*** Provided records ***

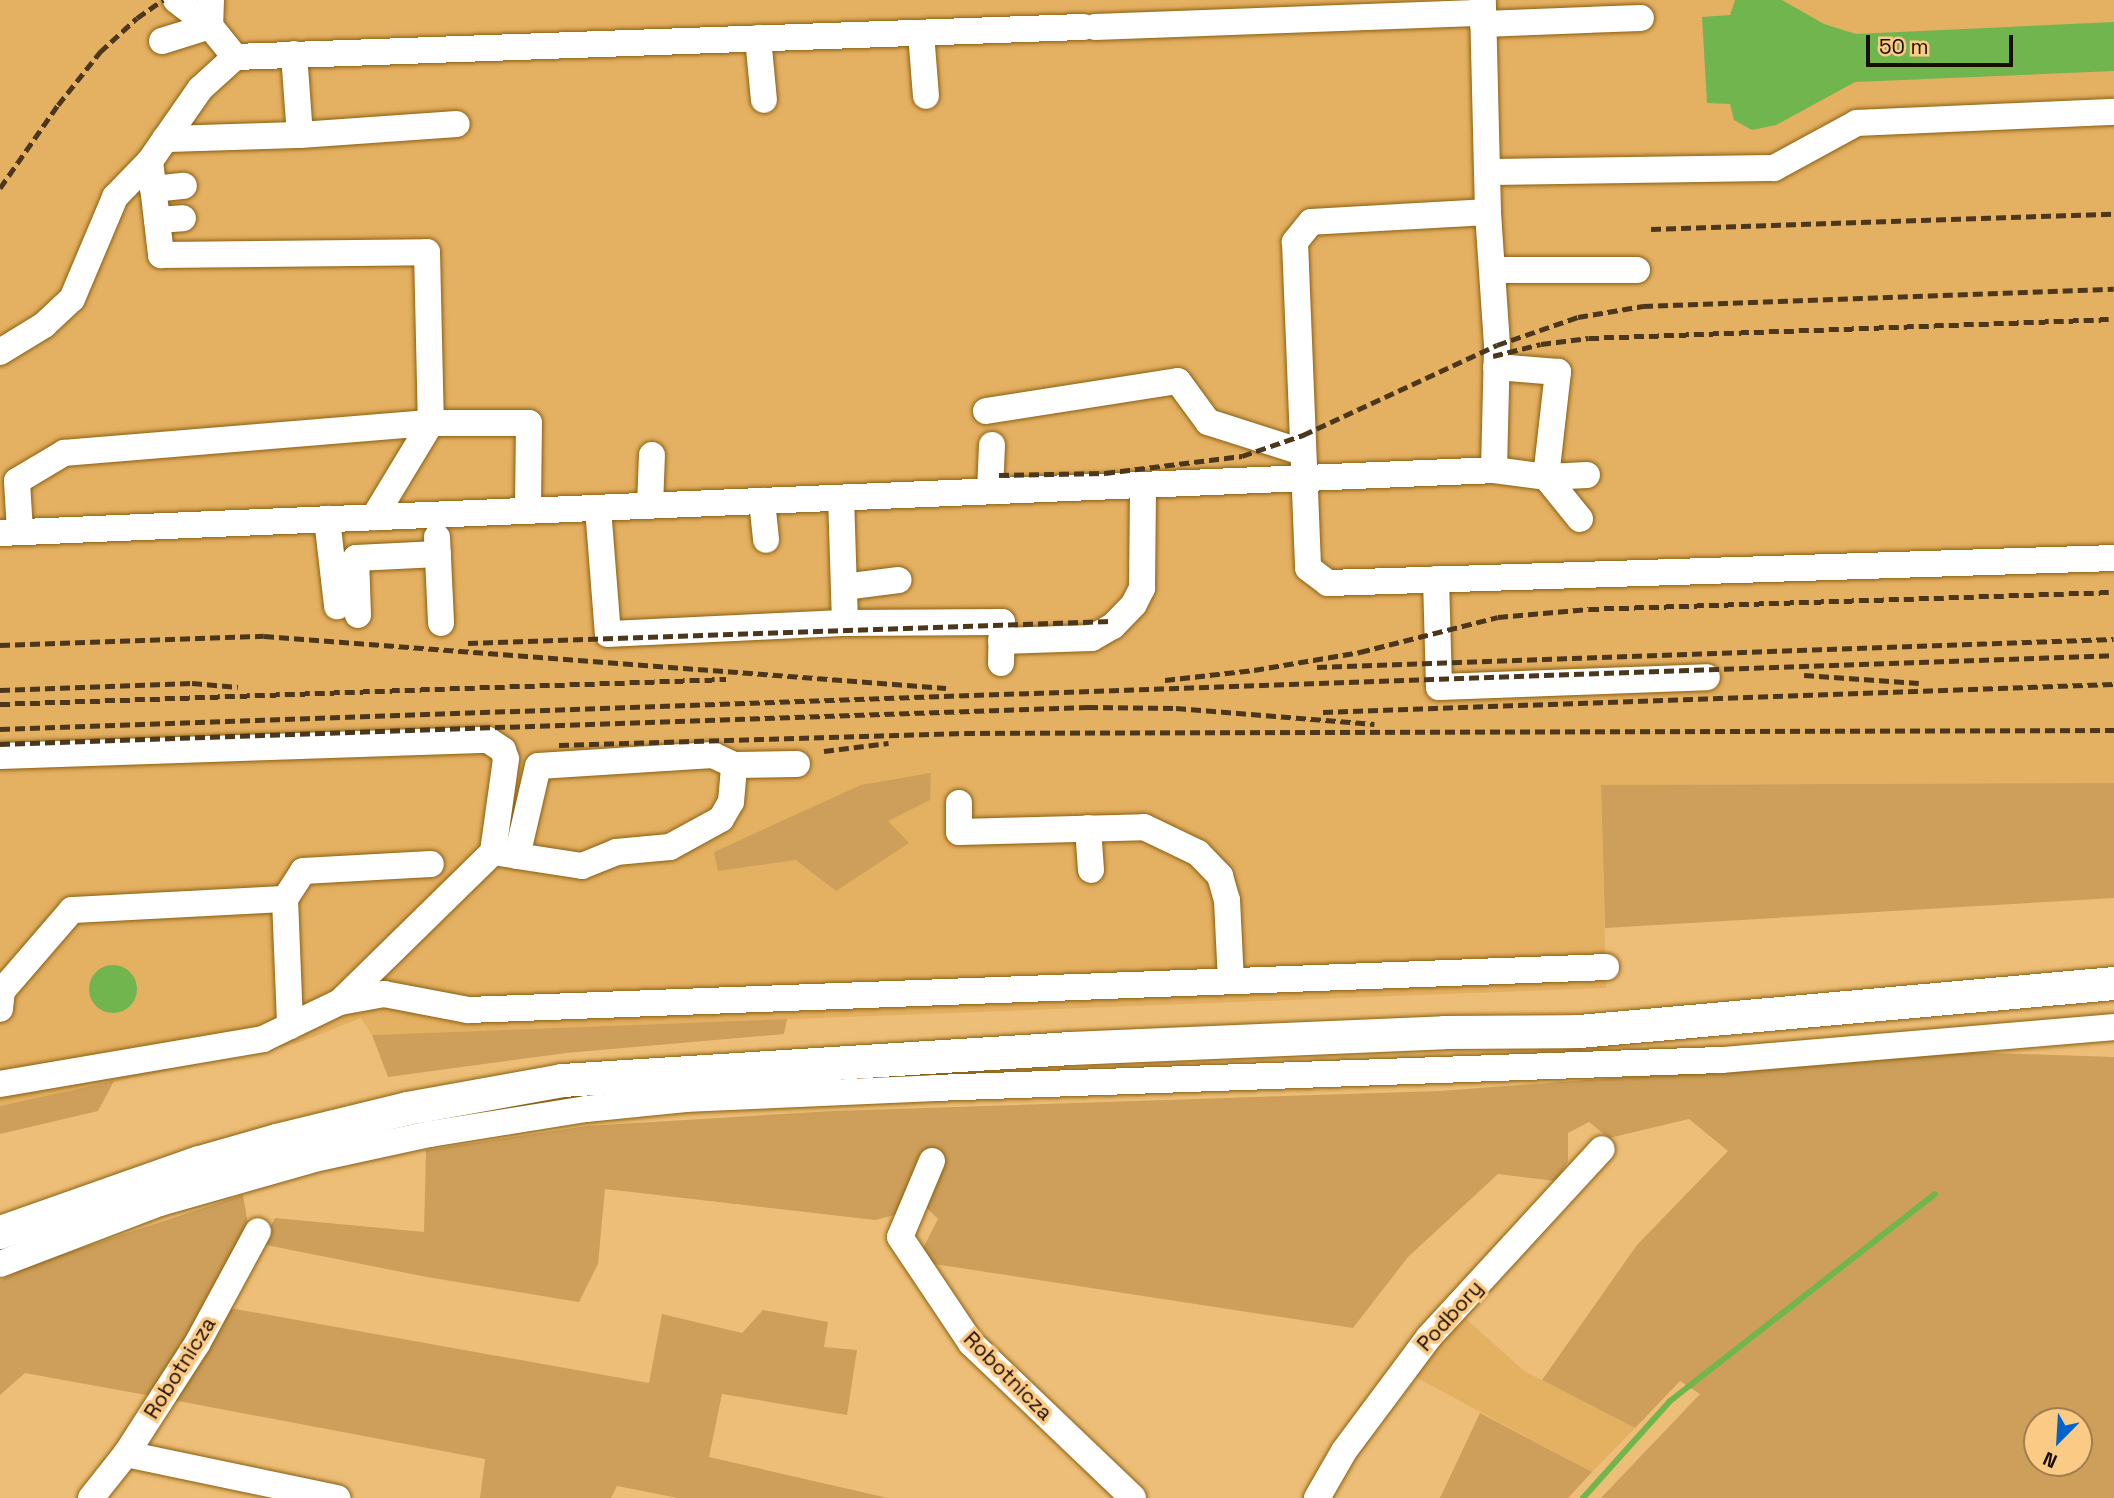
<!DOCTYPE html>
<style>
body{margin:0}
#map{position:relative;width:2114px;height:1498px;overflow:hidden;background:#edbe77;font-family:"Space Grotesk",sans-serif}
div>[style]{position:absolute}
.built>*{inset:0;background:#e4b062}
.green>*{inset:0;background:#cd9f5a}
.water>*{inset:0;background:#71b54f}
.round{border-radius:50%}
.stream>*{height:6px;margin:-3px;padding:0 3px;transform-origin:3px;border-radius:3px;background:#71b54f}
.roads{filter:drop-shadow(0 0 2px #8b6010) drop-shadow(0 0 2px #8b6010)}
.minor>*{height:26px;margin:-13px;padding:0 13px;transform-origin:13px;border-radius:13px;background:#fff}
.major>*{height:33px;margin:-16.5px;padding:0 16.5px;transform-origin:16.5px;border-radius:16.5px;background:#fff}
.rail>*{height:5px;margin-top:-2.5px;transform-origin:0;background:repeating-linear-gradient(90deg,#4c371c 0 10px,transparent 0 15px)}
span{translate:-50% -50%;white-space:nowrap;text-align:center;line-height:1.15;-webkit-text-stroke:7px #fbca84;paint-order:stroke}
.street-label{font-size:21px;color:#190c00}
.north{position:absolute;left:2023px;top:1407px;width:70px;height:70px;box-sizing:border-box;background:#fbca84;border:2px solid #a17e4f;border-radius:50%;rotate:204deg;font-size:19px;font-weight:700;line-height:28px;text-align:center;color:#190c00}
.north::after{content:'';display:block;margin:auto;width:24px;height:32px;background:#0064cc;clip-path:polygon(50% 0,100% 100%,50% 72%,0 100%)}
.scale{position:absolute;left:1866px;top:35px;width:147px;height:32px;box-sizing:border-box;border:4px solid #190c00;border-top:0;padding-left:9px;font-size:21px;line-height:24px;white-space:nowrap;color:#190c00;-webkit-text-stroke:5px #fbca84;paint-order:stroke}
</style>
<div id="map">
<div class="built">
<div style="clip-path:polygon(0 0,2114px 0,2114px 783px,1601px 785px,1606px 988px,372px 1035px,361px 1018px,298px 1043px,0 1106px)"></div>
<div style="clip-path:polygon(1463px 1316px,1524px 1371px,1635px 1428px,1592px 1472px,1410px 1374px)"></div>
</div>
<div class="green">
<div style="clip-path:polygon(931px 773px,930px 800px,888px 821px,909px 843px,836px 891px,796px 860px,718px 871px,714px 852px,861px 785px)"></div>
<div style="clip-path:polygon(2114px 783px,2114px 898px,1605px 928px,1601px 785px)"></div>
<div style="clip-path:polygon(787px 1019px,784px 1034px,566px 1053px,388px 1077px,372px 1035px)"></div>
<div style="clip-path:polygon(evenodd,1959px 1052px,2114px 1057px,2114px 1498px,1601px 1498px,1700px 1394px,1680px 1381px,1635px 1428px,1542px 1380px,1637px 1245px,1728px 1151px,1689px 1119px,1609px 1138px,1589px 1122px,1568px 1133px,1568px 1161px,1556px 1181px,1498px 1174px,1408px 1257px,1353px 1328px,934px 1264px,922px 1250px,938px 1219px,926px 1207px,875px 1220px,605px 1189px,598px 1264px,579px 1302px,427px 1277px,261px 1244px,275px 1218px,424px 1232px,426px 1150px,587px 1126px,833px 1111px,1440px 1091px,1959px 1052px,2037px 1421px,2079px 1421px,2079px 1463px,2037px 1463px,2037px 1421px)"></div>
<div style="clip-path:polygon(114px 1081px,98px 1111px,0 1134px,0 1106px)"></div>
<div style="clip-path:polygon(243px 1195px,248px 1224px,157px 1397px,25px 1373px,0 1395px,0 1281px,30px 1265px)"></div>
<div style="clip-path:polygon(224px 1307px,649px 1383px,662px 1314px,742px 1333px,763px 1310px,828px 1322px,824px 1347px,857px 1350px,847px 1415px,722px 1394px,709px 1457px,888px 1498px,678px 1498px,617px 1486px,611px 1498px,480px 1498px,485px 1459px,168px 1399px)"></div>
<div style="clip-path:polygon(1480px 1413px,1592px 1472px,1568px 1498px,1440px 1498px)"></div>
</div>
<div class="water">
<div style="clip-path:polygon(1735px 0,1782px 0,1824px 24px,1856px 34px,2114px 22px,2114px 71px,1855px 82px,1776px 125px,1752px 130px,1734px 120px,1730px 104px,1707px 103px,1702px 17px,1730px 15px)"></div>
<div class="round" style="left:89px;top:965px;width:48px;height:48px"></div>
</div>
<div class="stream">
<div style="left:1583px;top:1498px;width:130px;rotate:-48.1deg"></div>
<div style="left:1670px;top:1401px;width:336px;rotate:-38deg"></div>
</div>
<div class="roads">
<div class="minor">
<div style="left:211px;top:0;width:26px;rotate:92deg"></div>
<div style="left:210px;top:26px;width:40px;rotate:51deg"></div>
<div style="left:1483px;top:24px;width:158px;rotate:-2.2deg"></div>
<div style="left:1095px;top:27px;width:388px;rotate:-2.1deg"></div>
<div style="left:921px;top:33px;width:63px;rotate:85.5deg"></div>
<div style="left:758px;top:38px;width:62px;rotate:84.5deg"></div>
<div style="left:162px;top:41px;width:50px;rotate:-17.4deg"></div>
<div style="left:210px;top:26px;width:43px;rotate:-142.6deg"></div>
<div style="left:294px;top:54px;width:81px;rotate:85.8deg"></div>
<div style="left:300px;top:135px;width:157px;rotate:-4deg"></div>
<div style="left:165px;top:139px;width:135px;rotate:-1.7deg"></div>
<div style="left:150px;top:161px;width:95px;rotate:83.3deg"></div>
<div style="left:161px;top:255px;width:266px;rotate:-0.6deg"></div>
<div style="left:427px;top:252px;width:171px;rotate:88.7deg"></div>
<div style="left:431px;top:423px;width:98px"></div>
<div style="left:529px;top:423px;width:88px;rotate:90.7deg"></div>
<div style="left:1487px;top:172px;width:287px;rotate:-0.8deg"></div>
<div style="left:1774px;top:168px;width:94px;rotate:-28.5deg"></div>
<div style="left:1857px;top:123px;width:257px;rotate:-2.5deg"></div>
<div style="left:153px;top:189px;width:31px;rotate:-6deg"></div>
<div style="left:1488px;top:212px;width:177px;rotate:176.8deg"></div>
<div style="left:1311px;top:222px;width:26px;rotate:129deg"></div>
<div style="left:1295px;top:242px;width:326px;rotate:87.7deg"></div>
<div style="left:1308px;top:568px;width:25px;rotate:37deg"></div>
<div style="left:1328px;top:583px;width:786px;rotate:-1.82deg"></div>
<div style="left:157px;top:220px;width:26px;rotate:-4deg"></div>
<div style="left:1492px;top:270px;width:145px"></div>
<div style="left:0;top:352px;width:52px;rotate:-31.5deg"></div>
<div style="left:44px;top:325px;width:38px;rotate:-43deg"></div>
<div style="left:72px;top:299px;width:111px;rotate:-67.1deg"></div>
<div style="left:115px;top:197px;width:50px;rotate:-45.8deg"></div>
<div style="left:150px;top:161px;width:88px;rotate:-55.2deg"></div>
<div style="left:200px;top:89px;width:47px;rotate:-42.4deg"></div>
<div style="left:235px;top:57px;width:849px;rotate:-2.03deg"></div>
<div style="left:986px;top:411px;width:194px;rotate:-8.9deg"></div>
<div style="left:1178px;top:381px;width:51px;rotate:53.8deg"></div>
<div style="left:1208px;top:422px;width:99px;rotate:17.7deg"></div>
<div style="left:1494px;top:470px;width:52px;rotate:7.7deg"></div>
<div style="left:1546px;top:477px;width:106px;rotate:-83.5deg"></div>
<div style="left:1558px;top:372px;width:62px;rotate:-175.4deg"></div>
<div style="left:990px;top:491px;width:46px;rotate:-87.5deg"></div>
<div style="left:762px;top:501px;width:39px;rotate:84deg"></div>
<div style="left:650px;top:506px;width:51px;rotate:-87.8deg"></div>
<div style="left:598px;top:508px;width:126px;rotate:85.5deg"></div>
<div style="left:608px;top:634px;width:237px;rotate:-2.7deg"></div>
<div style="left:845px;top:623px;width:125px;rotate:-91.8deg"></div>
<div style="left:327px;top:519px;width:88px;rotate:83.4deg"></div>
<div style="left:1580px;top:519px;width:54px;rotate:-129deg"></div>
<div style="left:1546px;top:477px;width:41px;rotate:-2.8deg"></div>
<div style="left:20px;top:532px;width:51px;rotate:-93.4deg"></div>
<div style="left:17px;top:481px;width:55px;rotate:-30.8deg"></div>
<div style="left:64px;top:453px;width:368px;rotate:-4.7deg"></div>
<div style="left:431px;top:423px;width:110px;rotate:121.2deg"></div>
<div style="left:0;top:533px;width:1495px;rotate:-2.41deg"></div>
<div style="left:1494px;top:470px;width:125px;rotate:-88.6deg"></div>
<div style="left:1497px;top:345px;width:133px;rotate:-93.9deg"></div>
<div style="left:1488px;top:212px;width:212px;rotate:-91.4deg"></div>
<div style="left:437px;top:537px;width:86px;rotate:87.3deg"></div>
<div style="left:1436px;top:579px;width:108px;rotate:88.4deg"></div>
<div style="left:1439px;top:687px;width:268px;rotate:-2.1deg"></div>
<div style="left:844px;top:587px;width:55px;rotate:-7.3deg"></div>
<div style="left:358px;top:615px;width:57px;rotate:-92deg"></div>
<div style="left:356px;top:558px;width:82px;rotate:-2.8deg"></div>
<div style="left:845px;top:623px;width:157px;rotate:-0.4deg"></div>
<div style="left:1002px;top:622px;width:41px;rotate:91.4deg"></div>
<div style="left:1001px;top:641px;width:91px;rotate:-1.9deg"></div>
<div style="left:1092px;top:638px;width:24px;rotate:-30deg"></div>
<div style="left:1113px;top:626px;width:30px;rotate:-46deg"></div>
<div style="left:1134px;top:604px;width:18px;rotate:-63deg"></div>
<div style="left:1142px;top:588px;width:103px;rotate:-89.4deg"></div>
<div style="left:0;top:756px;width:488px;rotate:-1.9deg"></div>
<div style="left:488px;top:740px;width:18px;rotate:34deg"></div>
<div style="left:503px;top:750px;width:9px;rotate:72deg"></div>
<div style="left:506px;top:759px;width:94px;rotate:98deg"></div>
<div style="left:734px;top:765px;width:63px;rotate:-0.9deg"></div>
<div style="left:959px;top:803px;width:29px;rotate:90deg"></div>
<div style="left:959px;top:832px;width:185px;rotate:-1.5deg"></div>
<div style="left:1144px;top:827px;width:60px;rotate:25.7deg"></div>
<div style="left:1198px;top:853px;width:32px;rotate:46deg"></div>
<div style="left:1220px;top:876px;width:25px;rotate:74deg"></div>
<div style="left:1227px;top:900px;width:81px;rotate:87.2deg"></div>
<div style="left:1088px;top:828px;width:42px;rotate:85.9deg"></div>
<div style="left:285px;top:899px;width:33px;rotate:-57deg"></div>
<div style="left:303px;top:871px;width:128px;rotate:-3.1deg"></div>
<div style="left:340px;top:1002px;width:214px;rotate:-44.4deg"></div>
<div style="left:493px;top:852px;width:24px;rotate:9deg"></div>
<div style="left:517px;top:856px;width:66px;rotate:8.7deg"></div>
<div style="left:582px;top:866px;width:37px;rotate:-22deg"></div>
<div style="left:616px;top:852px;width:54px;rotate:-5.3deg"></div>
<div style="left:670px;top:847px;width:58px;rotate:-28.8deg"></div>
<div style="left:721px;top:819px;width:20px;rotate:-60deg"></div>
<div style="left:731px;top:802px;width:37px;rotate:-85deg"></div>
<div style="left:734px;top:765px;width:23px;rotate:-155deg"></div>
<div style="left:713px;top:755px;width:175px;rotate:176.4deg"></div>
<div style="left:538px;top:766px;width:92px;rotate:103.1deg"></div>
<div style="left:0;top:1009px;width:18px;rotate:-84deg"></div>
<div style="left:2px;top:991px;width:107px;rotate:-49.2deg"></div>
<div style="left:72px;top:910px;width:213px;rotate:-3deg"></div>
<div style="left:285px;top:899px;width:127px;rotate:87.7deg"></div>
<div style="left:0;top:1084px;width:267px;rotate:-9.7deg"></div>
<div style="left:263px;top:1039px;width:85px;rotate:-25.7deg"></div>
<div style="left:340px;top:1002px;width:45px;rotate:-10.3deg"></div>
<div style="left:384px;top:994px;width:86px;rotate:10.8deg"></div>
<div style="left:468px;top:1010px;width:1139px;rotate:-2.16deg"></div>
<div style="left:932px;top:1161px;width:82px;rotate:112.8deg"></div>
<div style="left:900px;top:1237px;width:128px;rotate:56.2deg"></div>
<div style="left:971px;top:1343px;width:224px;rotate:43.7deg"></div>
<div style="left:0;top:1264px;width:171px;rotate:-20.9deg"></div>
<div style="left:160px;top:1203px;width:160px;rotate:-15.9deg"></div>
<div style="left:314px;top:1159px;width:119px;rotate:-12.2deg"></div>
<div style="left:430px;top:1134px;width:158px;rotate:-9.1deg"></div>
<div style="left:586px;top:1109px;width:100px;rotate:-5.7deg"></div>
<div style="left:686px;top:1099px;width:248px;rotate:-2.5deg"></div>
<div style="left:934px;top:1088px;width:788px;rotate:-2.04deg"></div>
<div style="left:1722px;top:1060px;width:393px;rotate:-4.8deg"></div>
<div style="left:126px;top:1454px;width:216px;rotate:11.8deg"></div>
<div style="left:91px;top:1498px;width:56px;rotate:-51.5deg"></div>
<div style="left:126px;top:1454px;width:131px;rotate:-57.2deg"></div>
<div style="left:197px;top:1344px;width:128px;rotate:-61.6deg"></div>
<div style="left:1317px;top:1498px;width:54px;rotate:-60.1deg"></div>
<div style="left:1344px;top:1451px;width:142px;rotate:-53.3deg"></div>
<div style="left:1429px;top:1337px;width:255px;rotate:-47.4deg"></div>
</div>
<div class="major">
<div style="left:0;top:1232px;width:211px;rotate:-19.4deg"></div>
<div style="left:199px;top:1162px;width:80px;rotate:-15.9deg"></div>
<div style="left:276px;top:1140px;width:135px;rotate:-13.7deg"></div>
<div style="left:407px;top:1108px;width:158px;rotate:-10.2deg"></div>
<div style="left:562px;top:1080px;width:509px;rotate:-3.6deg"></div>
<div style="left:1070px;top:1048px;width:374px;rotate:-2.4deg"></div>
<div style="left:1444px;top:1032px;width:135px;rotate:-0.4deg"></div>
<div style="left:1579px;top:1031px;width:537px;rotate:-5.13deg"></div>
</div>
</div>
<div class="rail">
<div style="left:0;top:188px;width:101px;rotate:-55.1deg"></div>
<div style="left:58px;top:105px;width:68px;rotate:-51.6deg"></div>
<div style="left:100px;top:52px;width:50px;rotate:-42.6deg"></div>
<div style="left:137px;top:18px;width:32px;rotate:-35deg"></div>
<div style="left:1651px;top:229px;width:463px;rotate:-1.9deg"></div>
<div style="left:1493px;top:356px;width:49px;rotate:-14deg"></div>
<div style="left:1541px;top:344px;width:48px;rotate:-7.1deg"></div>
<div style="left:1589px;top:338px;width:525px;rotate:-2.07deg"></div>
<div style="left:999px;top:475px;width:106px;rotate:-1.1deg"></div>
<div style="left:1105px;top:473px;width:138px;rotate:-7.1deg"></div>
<div style="left:1242px;top:456px;width:65px;rotate:-19deg"></div>
<div style="left:1303px;top:435px;width:214px;rotate:-24.9deg"></div>
<div style="left:1497px;top:345px;width:86px;rotate:-19.1deg"></div>
<div style="left:1578px;top:317px;width:66px;rotate:-9.6deg"></div>
<div style="left:1643px;top:306px;width:471px;rotate:-2.1deg"></div>
<div style="left:468px;top:643px;width:643px;rotate:-1.96deg"></div>
<div style="left:0;top:645px;width:264px;rotate:-2deg"></div>
<div style="left:264px;top:636px;width:684px;rotate:4.36deg"></div>
<div style="left:1317px;top:667px;width:797px;rotate:-2.01deg"></div>
<div style="left:1804px;top:675px;width:115px;rotate:4deg"></div>
<div style="left:1165px;top:680px;width:90px;rotate:-6.4deg"></div>
<div style="left:1254px;top:670px;width:108px;rotate:-9.6deg"></div>
<div style="left:1360px;top:652px;width:142px;rotate:-14.2deg"></div>
<div style="left:1498px;top:617px;width:91px;rotate:-5deg"></div>
<div style="left:1589px;top:609px;width:525px;rotate:-1.85deg"></div>
<div style="left:0;top:690px;width:192px;rotate:-2.1deg"></div>
<div style="left:192px;top:683px;width:46px;rotate:5deg"></div>
<div style="left:0;top:704px;width:726px;rotate:-1.97deg"></div>
<div style="left:1323px;top:712px;width:791px;rotate:-2.03deg"></div>
<div style="left:0;top:729px;width:2115px;rotate:-2deg"></div>
<div style="left:0;top:744px;width:1089px;rotate:-1.95deg"></div>
<div style="left:1088px;top:707px;width:88px;rotate:0.7deg"></div>
<div style="left:1176px;top:708px;width:199px;rotate:4.6deg"></div>
<div style="left:559px;top:745px;width:406px;rotate:-1.7deg"></div>
<div style="left:965px;top:733px;width:1149px;rotate:-0.15deg"></div>
<div style="left:824px;top:751px;width:65px;rotate:-7deg"></div>
</div>
<div class="street-label">
<span style="left:1450px;top:1316px;rotate:-48deg">Podbory</span>
<span style="left:180px;top:1368px;rotate:-58deg">Robotnicza</span>
<span style="left:1008px;top:1376px;rotate:45deg">Robotnicza</span>
</div>
<div class="north">N</div>
<div class="scale">50 m</div>
</div>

*** End of Provided records ***

Filter the entries above and keep only the lines with the word "margin".

body{margin:0}
.stream>*{height:6px;margin:-3px;padding:0 3px;transform-origin:3px;border-radius:3px;background:#71b54f}
.minor>*{height:26px;margin:-13px;padding:0 13px;transform-origin:13px;border-radius:13px;background:#fff}
.major>*{height:33px;margin:-16.5px;padding:0 16.5px;transform-origin:16.5px;border-radius:16.5px;background:#fff}
.rail>*{height:5px;margin-top:-2.5px;transform-origin:0;background:repeating-linear-gradient(90deg,#4c371c 0 10px,transparent 0 15px)}
.north::after{content:'';display:block;margin:auto;width:24px;height:32px;background:#0064cc;clip-path:polygon(50% 0,100% 100%,50% 72%,0 100%)}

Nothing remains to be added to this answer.